Would you give the entries again word for word, with no pictures in the copy?

Start of Records to use

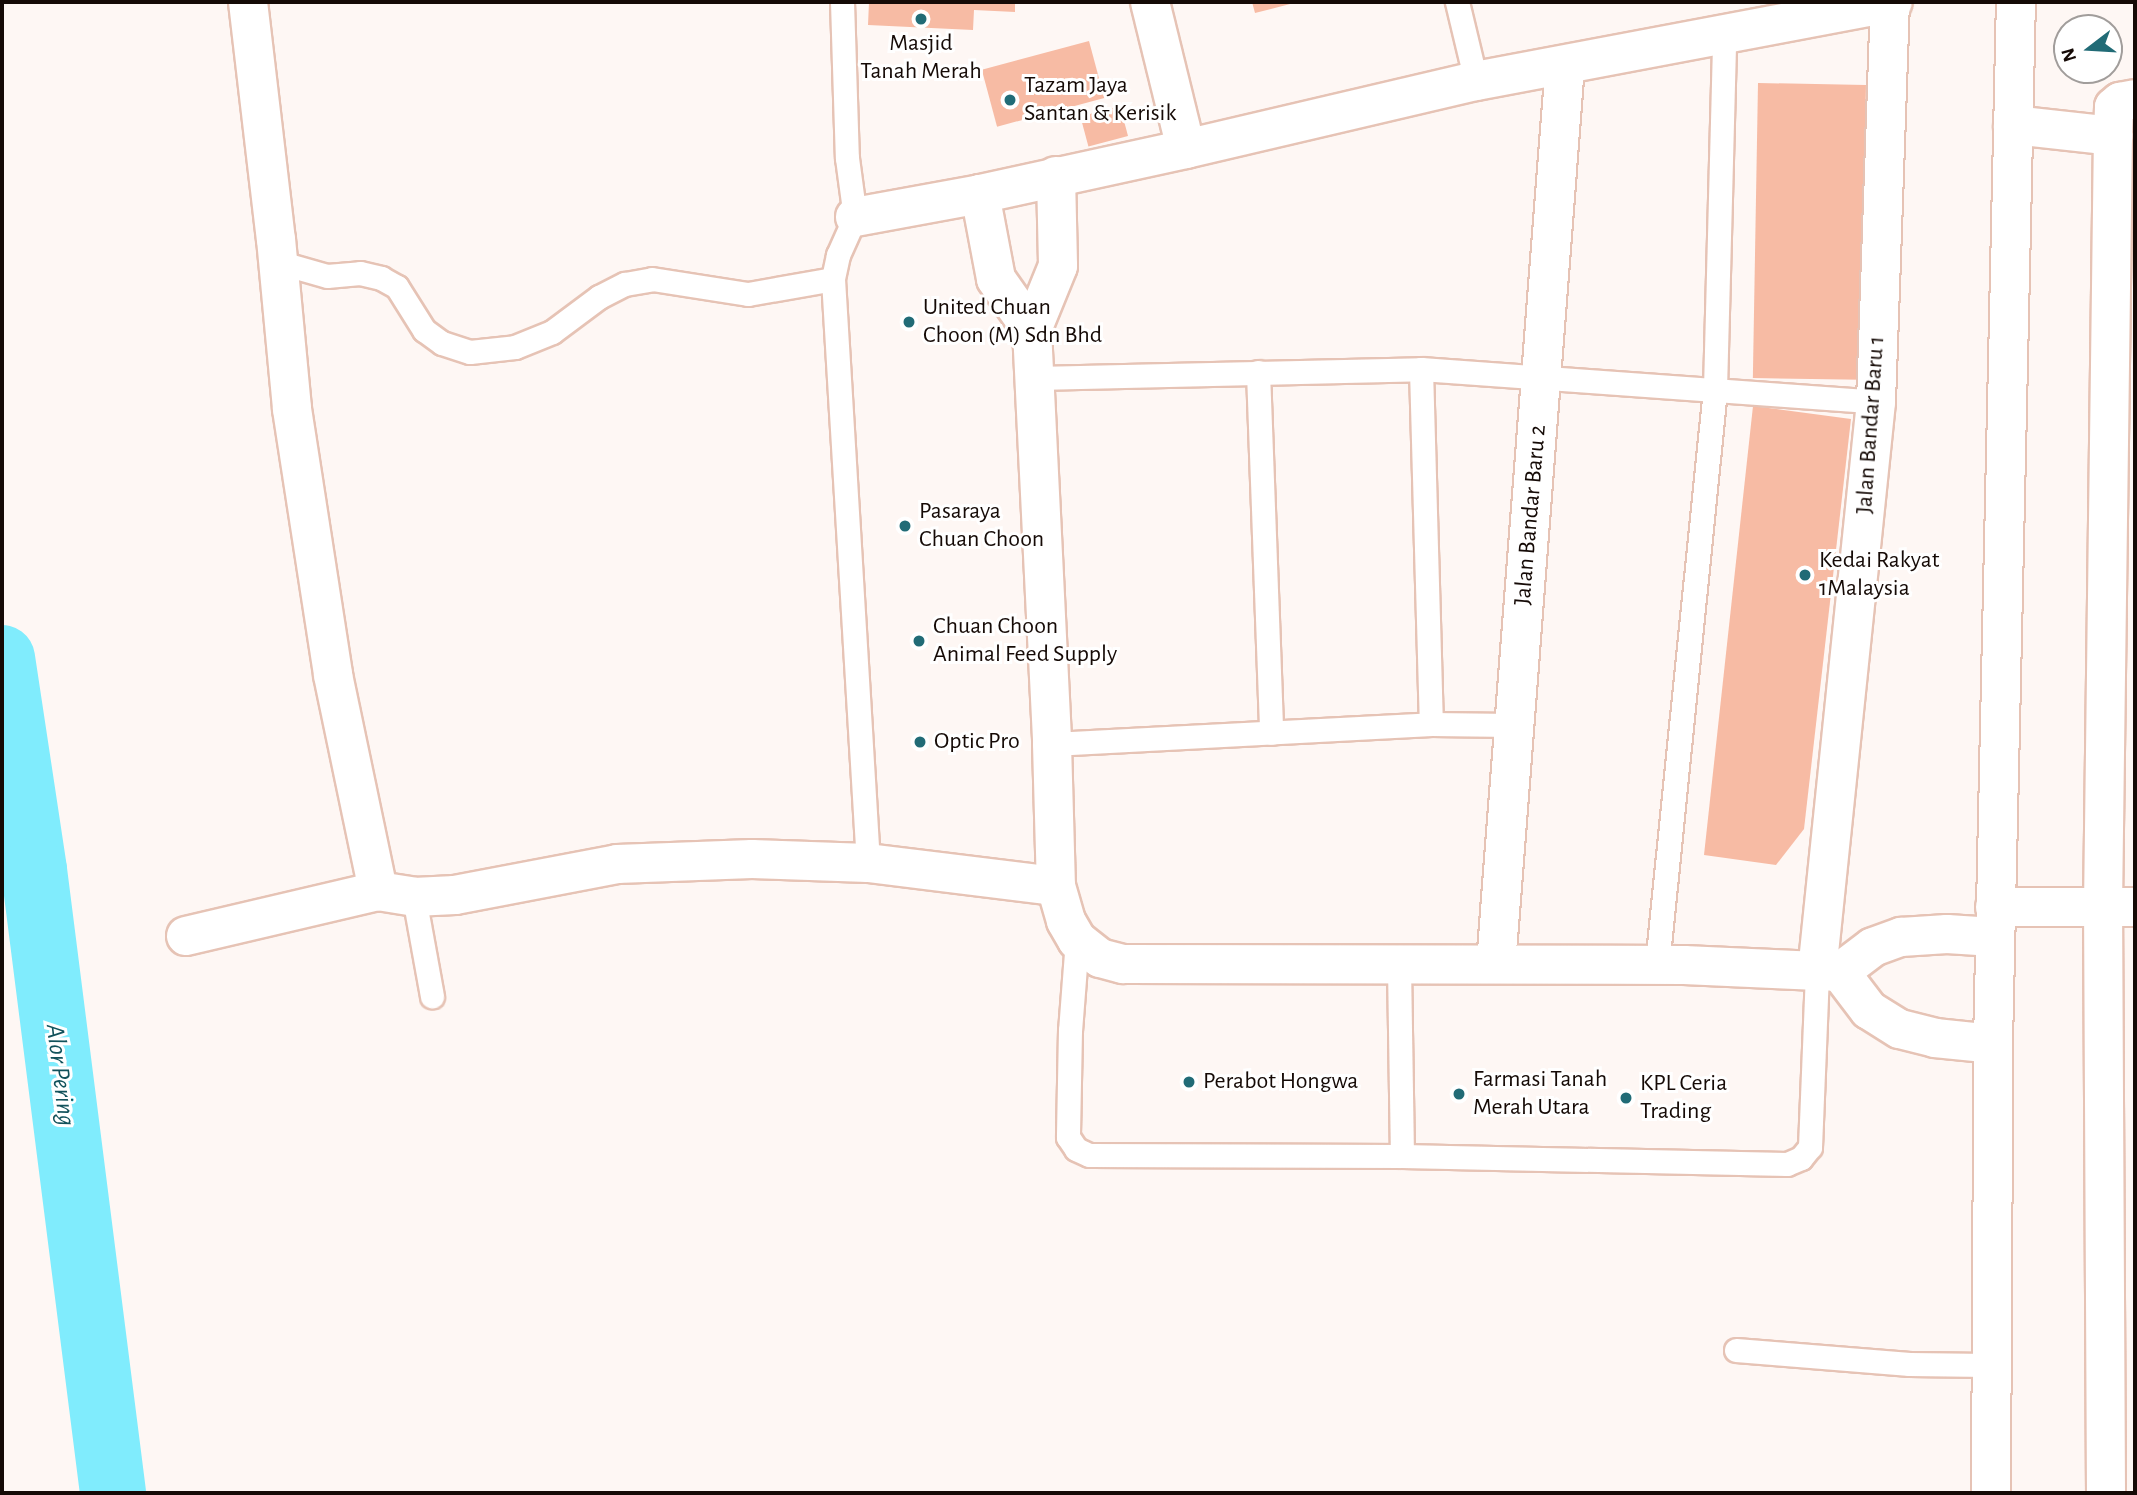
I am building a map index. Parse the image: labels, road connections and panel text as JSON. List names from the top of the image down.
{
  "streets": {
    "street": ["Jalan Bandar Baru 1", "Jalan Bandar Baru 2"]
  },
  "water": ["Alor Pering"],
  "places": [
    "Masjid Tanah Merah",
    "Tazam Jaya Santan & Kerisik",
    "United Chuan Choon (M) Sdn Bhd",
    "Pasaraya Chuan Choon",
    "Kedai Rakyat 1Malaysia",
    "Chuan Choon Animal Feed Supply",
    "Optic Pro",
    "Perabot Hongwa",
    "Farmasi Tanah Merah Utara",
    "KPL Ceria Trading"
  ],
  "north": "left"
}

End of Records to use

▶ [Response to this exercise]:
I am building a map index. Parse the image: labels, road connections and panel text as JSON. List names from the top of the image down.
{
  "streets": {
    "street": ["Jalan Bandar Baru 1", "Jalan Bandar Baru 2"]
  },
  "water": ["Alor Pering"],
  "places": [
    "Masjid Tanah Merah",
    "Tazam Jaya Santan & Kerisik",
    "United Chuan Choon (M) Sdn Bhd",
    "Pasaraya Chuan Choon",
    "Kedai Rakyat 1Malaysia",
    "Chuan Choon Animal Feed Supply",
    "Optic Pro",
    "Perabot Hongwa",
    "Farmasi Tanah Merah Utara",
    "KPL Ceria Trading"
  ],
  "north": "left"
}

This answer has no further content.